Initial commit

2026-01-17 13:49:51 +01:00
commit 0fef8d96c5
1897 changed files with 396119 additions and 0 deletions
--- a/dist/dicom2pacs.app/Contents/Resources/lib/python3.13/pydicom/fileutil.py
+++ b/dist/dicom2pacs.app/Contents/Resources/lib/python3.13/pydicom/fileutil.py
@@ -0,0 +1,592 @@
+# Copyright 2008-2024 pydicom authors. See LICENSE file for details.
+"""Functions for reading to certain bytes, e.g. delimiters."""
+
+from collections.abc import Generator, Iterator
+from contextlib import contextmanager
+from io import BufferedIOBase
+import os
+from struct import pack, unpack
+from typing import BinaryIO, cast
+
+from pydicom.misc import size_in_bytes
+from pydicom.tag import TupleTag, Tag, SequenceDelimiterTag, ItemTag, BaseTag
+from pydicom.datadict import dictionary_description
+from pydicom.filebase import ReadableBuffer, WriteableBuffer
+
+from pydicom.config import logger, settings
+
+
+PathType = str | bytes | os.PathLike
+
+
+def absorb_delimiter_item(
+    fp: BinaryIO, is_little_endian: bool, delimiter: BaseTag
+) -> None:
+    """Read (and ignore) undefined length sequence or item terminators."""
+    if is_little_endian:
+        struct_format = "<HHL"
+    else:
+        struct_format = ">HHL"
+    group, elem, length = unpack(struct_format, fp.read(8))
+    tag = TupleTag((group, elem))
+    if tag != delimiter:
+        logger.warn(
+            "Did not find expected delimiter "
+            f"'{dictionary_description(delimiter)}', instead found "

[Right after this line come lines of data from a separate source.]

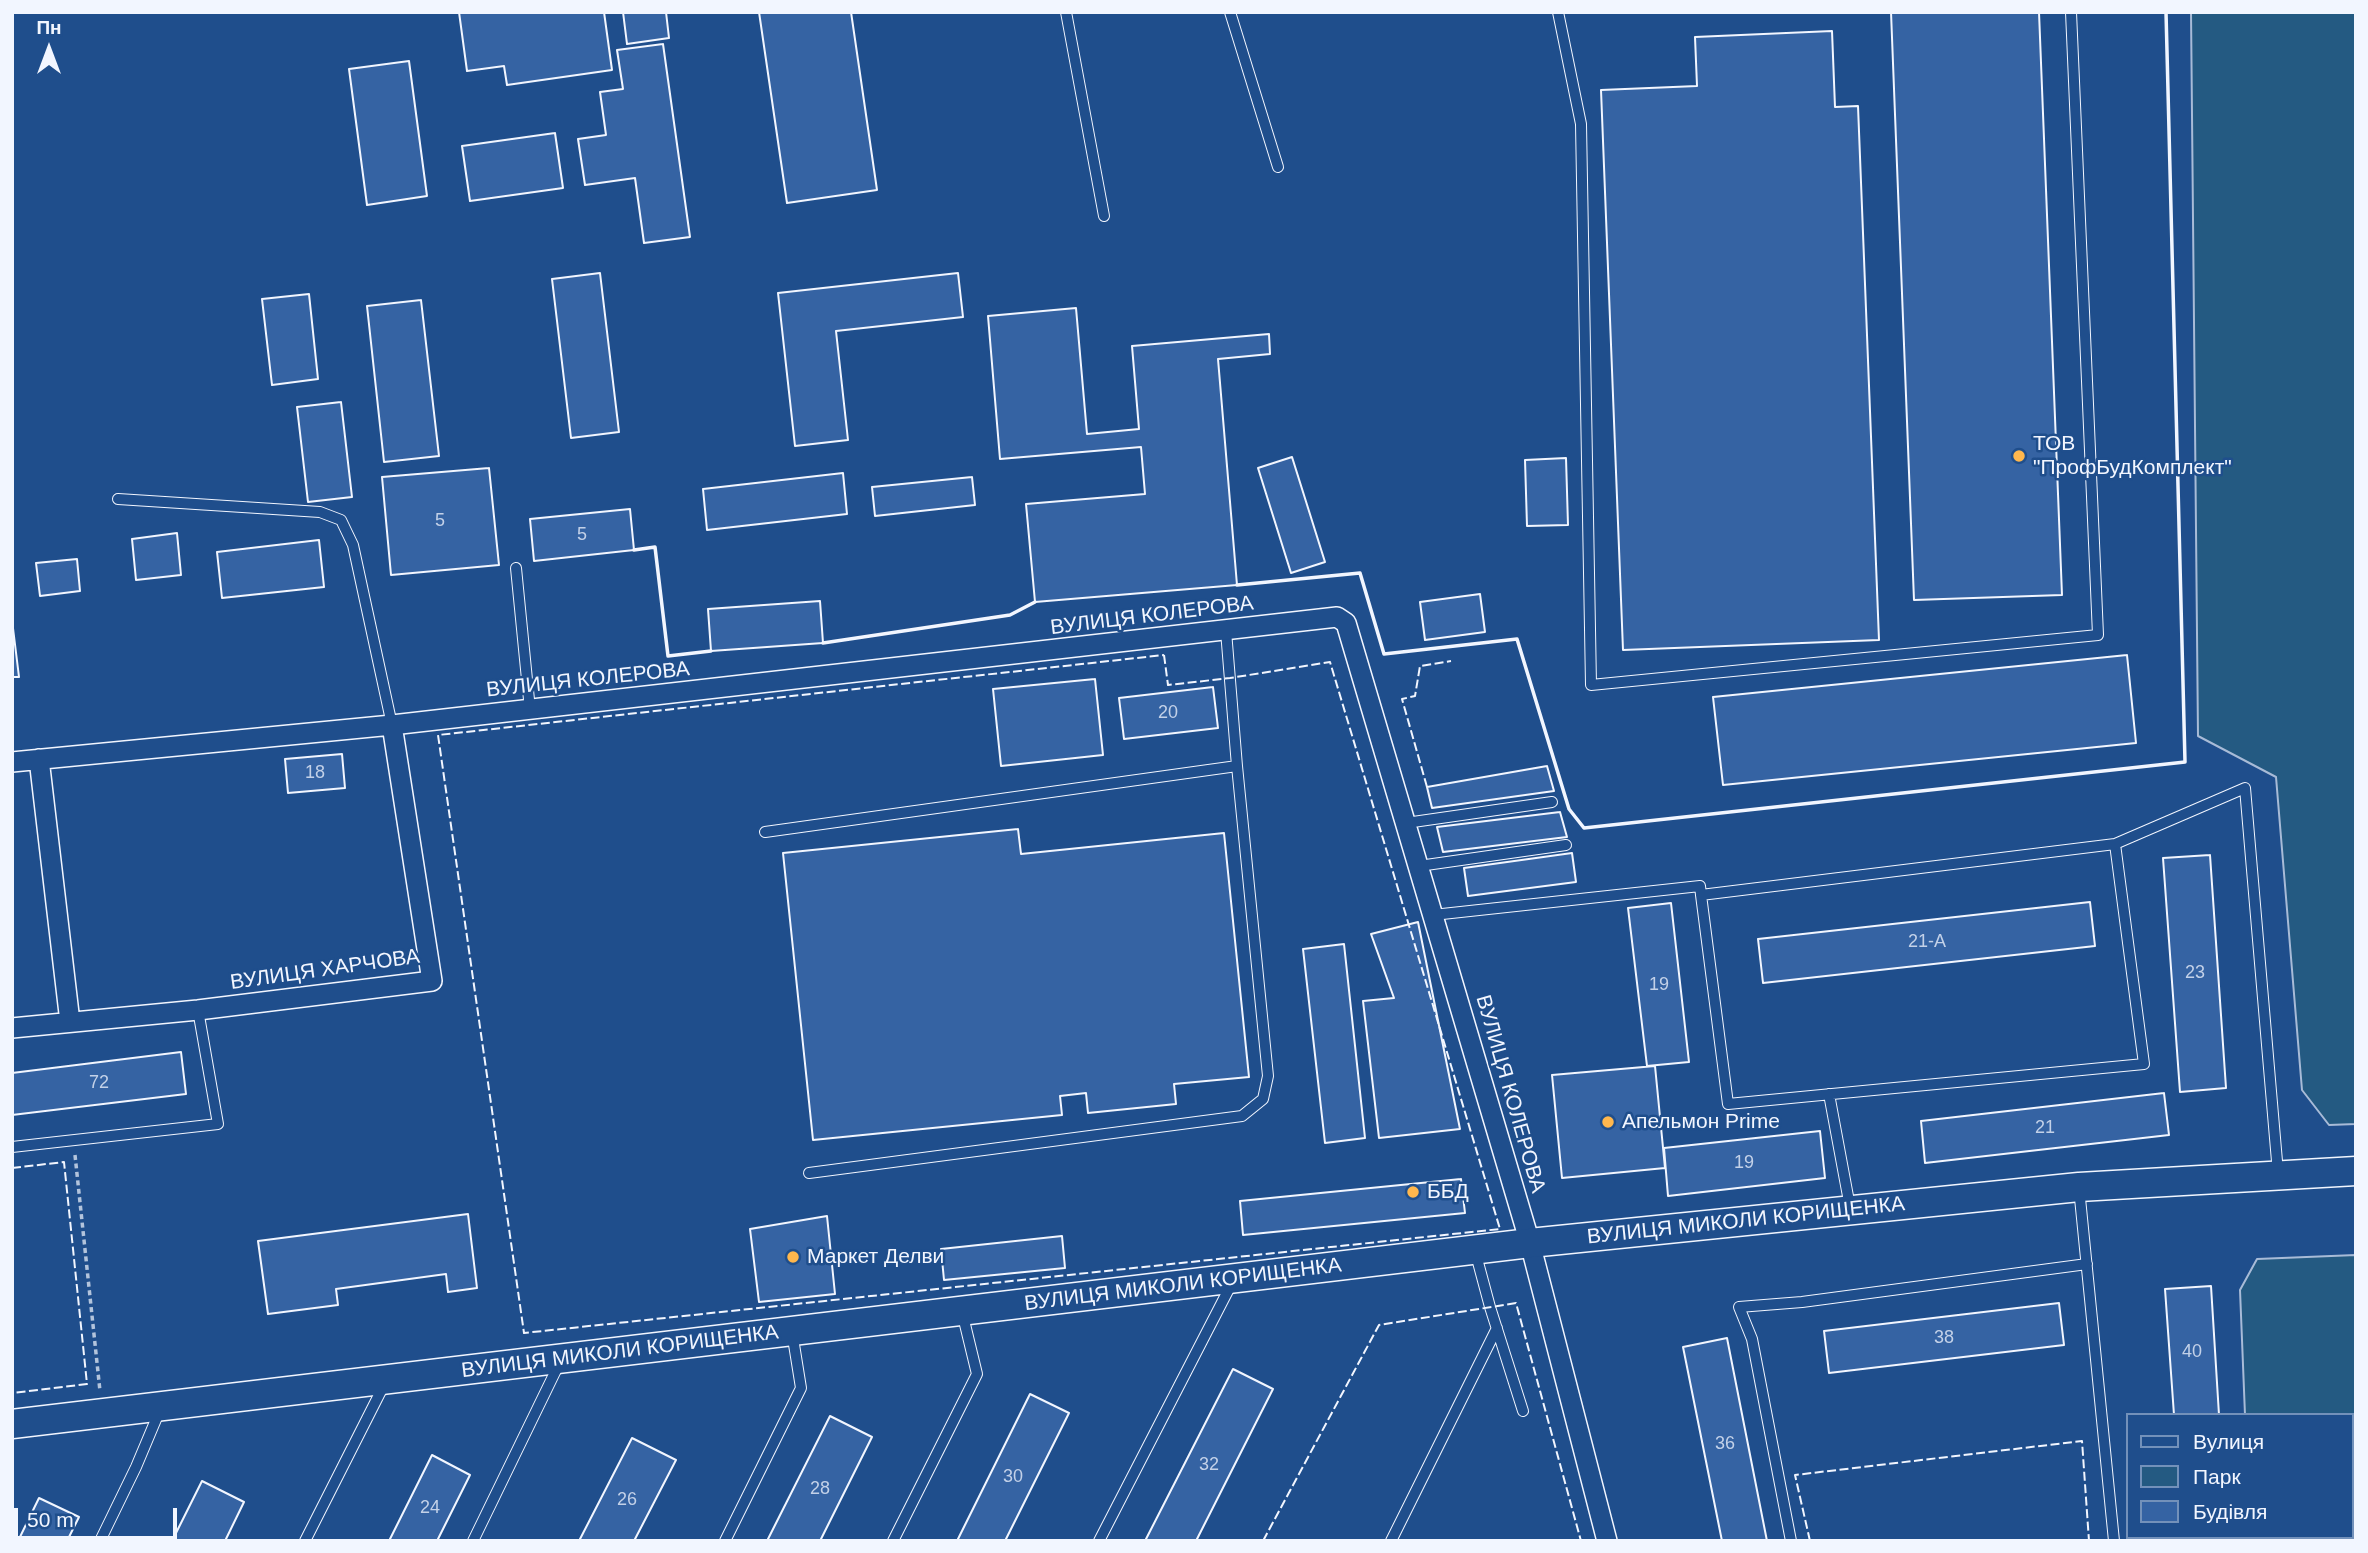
<!DOCTYPE html>
<html>
<head>
<meta charset="utf-8">
<style>
	body { margin:0 }
	#map { position:relative; width:2368px; height:1553px; overflow:hidden; background:#1f4e8c; font-family:Helvetica,sans-serif }
	canvas { display:block }
	.frame { position:absolute; inset:0; border:14px solid #f2f6ff; pointer-events:none }
	.legend { position:absolute; left:2126px; top:1413px; width:228px; height:126px; box-sizing:border-box; background:#1f4e8c; border:2px solid #7391ba; margin:0; padding:9px 12px; list-style:none; font-size:21px; color:#f2f6ff }
	.legend li { display:flex; align-items:center; gap:14px; height:35px }
	.legend b { width:35px; border:2px solid #7391ba }
	.north { position:absolute; left:14px; top:14px; width:70px; height:70px; -webkit-text-stroke:5px #1f4e8c; paint-order:stroke; rotate:0deg; font-size:19px; font-weight:700; line-height:28px; text-align:center; color:#f2f6ff }
	.north::after { content:''; display:block; margin:auto; width:24px; height:32px; background:#f2f6ff; clip-path:polygon(50% 0,100% 100%,50% 72%,0 100%) }
	.scale { position:absolute; left:14px; top:1508px; width:163px; height:32px; box-sizing:border-box; border:4px solid #f2f6ff; border-top:0; padding-left:9px; font-size:21px; line-height:24px; white-space:nowrap; color:#f2f6ff; -webkit-text-stroke:5px #1f4e8c; paint-order:stroke }
</style>
</head>
<body>
<div id="map">
<canvas width="2368" height="1553"></canvas>
<div class="frame"></div>
<ul class="legend">
<li><b style="height:9px;background:#1f4e8c"></b>Вулиця</li>
<li><b style="height:19px;background:#245a82"></b>Парк</li>
<li><b style="height:19px;background:#3563a3"></b>Будівля</li>
</ul>
<div class="north">Пн</div>
<div class="scale">50 m</div>
</div>
<script>
const ctx = document.querySelector('canvas').getContext('2d');
ctx.lineJoin = 'round';
function paint(path, color) { ctx.fillStyle = color; ctx.fill(path, 'evenodd'); }
const poly = rows => new Path2D(rows.map(r => 'M' + r).join(''));
function trace(path, color, width, dash) { ctx.strokeStyle = color; ctx.lineWidth = width; ctx.lineCap = dash ? 'butt' : 'round'; ctx.setLineDash(dash || []); ctx.stroke(path); }
function write(font, color, halo, rows, align = 'center') {
  ctx.font = font + ' Helvetica,sans-serif'; ctx.lineWidth = 5; ctx.setLineDash([]); ctx.textBaseline = 'middle'; ctx.strokeStyle = halo; ctx.fillStyle = color; for (const [text, x, y, turn = 0] of rows) {
    ctx.save(); ctx.translate(x, y); ctx.rotate((+turn || 0) * Math.PI / 180); ctx.textAlign = isNaN(turn) ? turn : align; if (halo) ctx.strokeText(text, 0, 0); ctx.fillText(text, 0, 0); ctx.restore();
  }
}
const green = poly([
	[2191,12,2356,12,2356,1124,2329,1125,2302,1090,2276,777,2198,736,2191,12],
	[2356,1255,2356,1541,2250,1541,2250,1537,2352,1537,2352,1415,2245,1415,2240,1290,2257,1259,2356,1255]
]);
const building = poly([
	[459,12,604,12,612,70,507,85,504,66,467,71,459,12],
	[623,12,666,12,669,38,627,44,623,12],
	[759,12,851,12,877,190,787,203,759,12],
	[1891,12,2039,12,2062,595,1914,600,1891,12],
	[1832,31,1835,107,1858,106,1879,640,1623,650,1601,90,1697,86,1695,37,1832,31],
	[663,44,690,237,644,243,635,178,585,185,578,139,606,135,600,92,623,89,617,50,663,44],
	[409,61,427,196,367,205,349,69,409,61],
	[555,133,563,188,470,201,462,146,555,133],
	[600,273,619,432,571,438,552,279,600,273],
	[958,273,963,317,836,331,848,440,795,446,778,293,958,273],
	[309,294,318,379,272,385,262,299,309,294],
	[421,300,439,456,384,462,367,306,421,300],
	[1076,308,1087,434,1139,429,1132,346,1269,334,1270,354,1218,359,1237,585,1035,602,1026,504,1145,494,1141,447,1000,459,988,316,1076,308],
	[341,402,352,497,308,502,297,407,341,402],
	[1292,457,1325,562,1291,573,1258,468,1292,457],
	[1566,458,1568,525,1527,526,1525,460,1566,458],
	[489,468,499,565,391,575,382,477,489,468],
	[843,473,847,514,707,530,703,489,843,473],
	[972,477,975,505,875,516,872,487,972,477],
	[630,509,634,550,534,561,530,519,630,509],
	[177,533,181,575,136,580,132,539,177,533],
	[319,540,324,587,222,598,217,552,319,540],
	[77,559,80,591,40,596,36,563,77,559],
	[1480,594,1485,632,1425,640,1420,602,1480,594],
	[820,601,823,643,711,651,708,609,820,601],
	[12,620,19,677,12,677,12,620],
	[2127,655,2136,743,1723,785,1713,697,2127,655],
	[1095,679,1103,755,1001,766,993,689,1095,679],
	[1213,687,1218,728,1124,739,1119,698,1213,687],
	[342,754,345,788,288,793,285,759,342,754],
	[1547,766,1554,791,1432,808,1427,787,1547,766],
	[1560,812,1567,837,1443,852,1437,827,1560,812],
	[1018,829,1021,854,1224,833,1249,1077,1174,1084,1176,1104,1088,1113,1086,1093,1060,1096,1062,1115,813,1140,783,853,1018,829],
	[1572,853,1576,882,1468,896,1464,868,1572,853],
	[2210,855,2226,1088,2180,1092,2163,858,2210,855],
	[2090,902,2095,946,1763,983,1758,939,2090,902],
	[1671,903,1689,1062,1647,1066,1628,908,1671,903],
	[1418,922,1460,1129,1379,1138,1363,1001,1394,998,1371,934,1418,922],
	[1344,944,1365,1138,1325,1143,1303,949,1344,944],
	[181,1052,186,1094,12,1115,12,1073,181,1052],
	[1655,1066,1665,1168,1562,1178,1552,1075,1655,1066],
	[2164,1093,2169,1135,1925,1163,1921,1121,2164,1093],
	[1820,1131,1825,1178,1668,1196,1664,1148,1820,1131],
	[1461,1179,1465,1213,1243,1235,1240,1201,1461,1179],
	[468,1214,477,1288,448,1292,446,1274,336,1289,338,1305,268,1314,258,1241,468,1214],
	[827,1216,835,1294,759,1302,750,1229,827,1216],
	[1062,1236,1065,1268,944,1280,941,1249,1062,1236],
	[2211,1286,2219,1415,2174,1415,2165,1289,2211,1286],
	[2059,1303,2064,1345,1829,1373,1824,1331,2059,1303],
	[1727,1338,1767,1541,1722,1541,1683,1347,1727,1338],
	[1233,1369,1273,1389,1196,1541,1145,1541,1233,1369],
	[1030,1394,1069,1413,1005,1541,957,1541,1030,1394],
	[830,1416,872,1437,820,1541,767,1541,830,1416],
	[632,1438,676,1460,634,1541,579,1541,632,1438],
	[432,1455,470,1475,437,1541,389,1541,432,1455],
	[202,1481,244,1502,225,1541,172,1541,202,1481],
	[39,1498,79,1517,67,1541,18,1541,39,1498],
	[2182,1537,2228,1537,2228,1541,2182,1541,2182,1537]
]);
const path = poly([
	[75,1155,100,1391]
]);
const lane = poly([
	[1066,12,1104,216],
	[1230,12,1278,167],
	[1558,12,1581,124,1591,685,2098,635,2071,12],
	[118,499,320,512,341,520,353,545,392,725],
	[516,568,530,710],
	[1406,823,1552,802],
	[765,832,1237,766],
	[2115,844,2245,788,2278,1173],
	[1419,866,1566,845],
	[1433,915,1700,886,1701,895,1728,1104,2144,1064,2115,844,1701,895],
	[1829,1094,1850,1207],
	[12,1147,218,1124,198,1010],
	[809,1173,1242,1116,1263,1099,1268,1076,1237,766,1226,631],
	[2079,1188,2114,1541],
	[1475,1251,1490,1307,1523,1411],
	[100,1541,136,1467,160,1410],
	[305,1541,384,1385],
	[473,1541,560,1362],
	[725,1541,801,1388,792,1332],
	[893,1541,977,1374,962,1312],
	[1099,1541,1232,1283],
	[1391,1541,1497,1328],
	[1791,1541,1752,1339,1739,1307,1802,1302,2087,1264]
]);
const street = poly([
	[39,759,70,1022],
	[12,762,392,725,1337,617,1346,623,1530,1243,1607,1541],
	[12,1028,198,1010,432,981,392,725]
]);
const secondary = poly([
	[12,1424,1530,1243,2079,1187,2356,1171]
]);
const fence = poly([
	[1164,655,1168,685,1230,678,1330,662,1500,1229,524,1333,438,735,1164,655],
	[1427,787,1402,699,1415,696,1420,666,1451,661],
	[12,1168,64,1162,87,1384,12,1393],
	[1263,1541,1379,1325,1516,1303,1581,1541],
	[1810,1541,1795,1475,2082,1441,2089,1541]
]);
const wall = poly([
	[634,550,655,547,668,656,711,651],
	[1237,585,1360,573,1384,654,1517,639,1569,809,1584,828,2185,762,2166,12],
	[823,643,1010,615,1035,602]
]);
const markers = [
	[2019,456,7,"#ffb74d"],
	[1608,1122,7,"#ffb74d"],
	[1413,1192,7,"#ffb74d"],
	[793,1257,7,"#ffb74d"]
];
const numberNames = [
	["5",440,521],
	["5",582,535],
	["20",1168,713],
	["18",315,773],
	["21-А",1927,942],
	["23",2195,973],
	["19",1659,985],
	["72",99,1083],
	["21",2045,1128],
	["19",1744,1163],
	["38",1944,1338],
	["40",2192,1352],
	["36",1725,1444],
	["32",1209,1465],
	["30",1013,1477],
	["28",820,1489],
	["26",627,1500],
	["24",430,1508]
];
const poiNames = [
	["ТОВ",2033,444],
	["\"ПрофБудКомплект\"",2033,468],
	["Апельмон Prime",1622,1122],
	["ББД",1427,1192],
	["Маркет Делви",807,1257]
];
const streetNames = [
	["ВУЛИЦЯ КОЛЕРОВА",1152,616,-7],
	["ВУЛИЦЯ КОЛЕРОВА",588,680,-6],
	["ВУЛИЦЯ ХАРЧОВА",325,970,-8],
	["ВУЛИЦЯ КОЛЕРОВА",1510,1094,74],
	["ВУЛИЦЯ МИКОЛИ КОРИЩЕНКА",1746,1221,-6],
	["ВУЛИЦЯ МИКОЛИ КОРИЩЕНКА",1183,1285,-7],
	["ВУЛИЦЯ МИКОЛИ КОРИЩЕНКА",620,1352,-7]
];
paint(green, '#245a82');
trace(green, '#a8bbd7', 2);
paint(building, '#3563a3');
trace(building, '#f2f6ff', 2);
trace(lane, '#f2f6ff', 12);
trace(street, '#f2f6ff', 22);
trace(secondary, '#f2f6ff', 31);
trace(path, '#b3c4dc', 3.5, [5, 3.5]);
trace(lane, '#1f4e8c', 10);
trace(street, '#1f4e8c', 19);
trace(secondary, '#1f4e8c', 28);
trace(fence, '#f2f6ff', 2, [9, 3.5]);
trace(wall, '#f2f6ff', 3.5);
for (const [x, y, r, color] of markers) { const dot = new Path2D(); dot.arc(x, y, r, 0, 2 * Math.PI); ctx.fillStyle = color; ctx.fill(dot); trace(dot, '#1f4e8c', 2.5); }
write('18px', '#c3d1e8', null, numberNames);
write('21px', '#f2f6ff', '#1f4e8c', poiNames, 'left');
write('21px', '#f2f6ff', '#1f4e8c', streetNames);
</script>
</body>
</html>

+            f"{tag} at file position 0x{fp.tell() - 8:X}"
+        )
+        fp.seek(fp.tell() - 8)
+        return
+
+    logger.debug(
+        "%04x: Found Delimiter '%s'", fp.tell() - 8, dictionary_description(delimiter)
+    )
+
+    if length == 0:
+        logger.debug("%04x: Read 0 bytes after delimiter", fp.tell() - 4)
+    else:
+        logger.debug(
+            "%04x: Expected 0x00000000 after delimiter, found 0x%x",
+            fp.tell() - 4,
+            length,
+        )
+
+
+def find_bytes(
+    fp: BinaryIO, bytes_to_find: bytes, read_size: int = 128, rewind: bool = True
+) -> int | None:
+    """Read in the file until a specific byte sequence found.
+
+    Parameters
+    ----------
+    fp : file-like
+        The file-like to search.
+    bytes_to_find : bytes
+        Contains the bytes to find. Must be in correct endian order already.
+    read_size : int
+        Number of bytes to read at a time.
+    rewind : bool
+        Flag to rewind file reading position.
+
+    Returns
+    -------
+    found_at : int or None
+        Position where byte sequence was found, else ``None``.
+    """
+
+    data_start = fp.tell()
+    search_rewind = len(bytes_to_find) - 1
+
+    found = False
+    eof = False
+    while not found:
+        chunk_start = fp.tell()
+        bytes_read = fp.read(read_size)
+        if len(bytes_read) < read_size:
+            # try again - if still don't get required amount,
+            # this is the last block
+            new_bytes = fp.read(read_size - len(bytes_read))
+            bytes_read += new_bytes
+            if len(bytes_read) < read_size:
+                eof = True  # but will still check whatever we did get
+        index = bytes_read.find(bytes_to_find)
+        if index != -1:
+            found = True
+        elif eof:
+            if rewind:
+                fp.seek(data_start)
+            return None
+        else:
+            # rewind a bit in case delimiter crossed read_size boundary
+            fp.seek(fp.tell() - search_rewind)
+    # if get here then have found the byte string
+    found_at = chunk_start + index
+    if rewind:
+        fp.seek(data_start)
+    else:
+        fp.seek(found_at + len(bytes_to_find))
+
+    return found_at
+
+
+def read_undefined_length_value(
+    fp: BinaryIO,
+    is_little_endian: bool,
+    delimiter_tag: BaseTag,
+    defer_size: int | float | None = None,
+    read_size: int = 1024 * 8,
+) -> bytes | None:
+    """Read until `delimiter_tag` and return the value up to that point.
+
+    On completion, the file will be set to the first byte after the delimiter
+    and its following four zero bytes.
+
+    Parameters
+    ----------
+    fp : file-like
+        The file-like to read.
+    is_little_endian : bool
+        ``True`` if file transfer syntax is little endian, else ``False``.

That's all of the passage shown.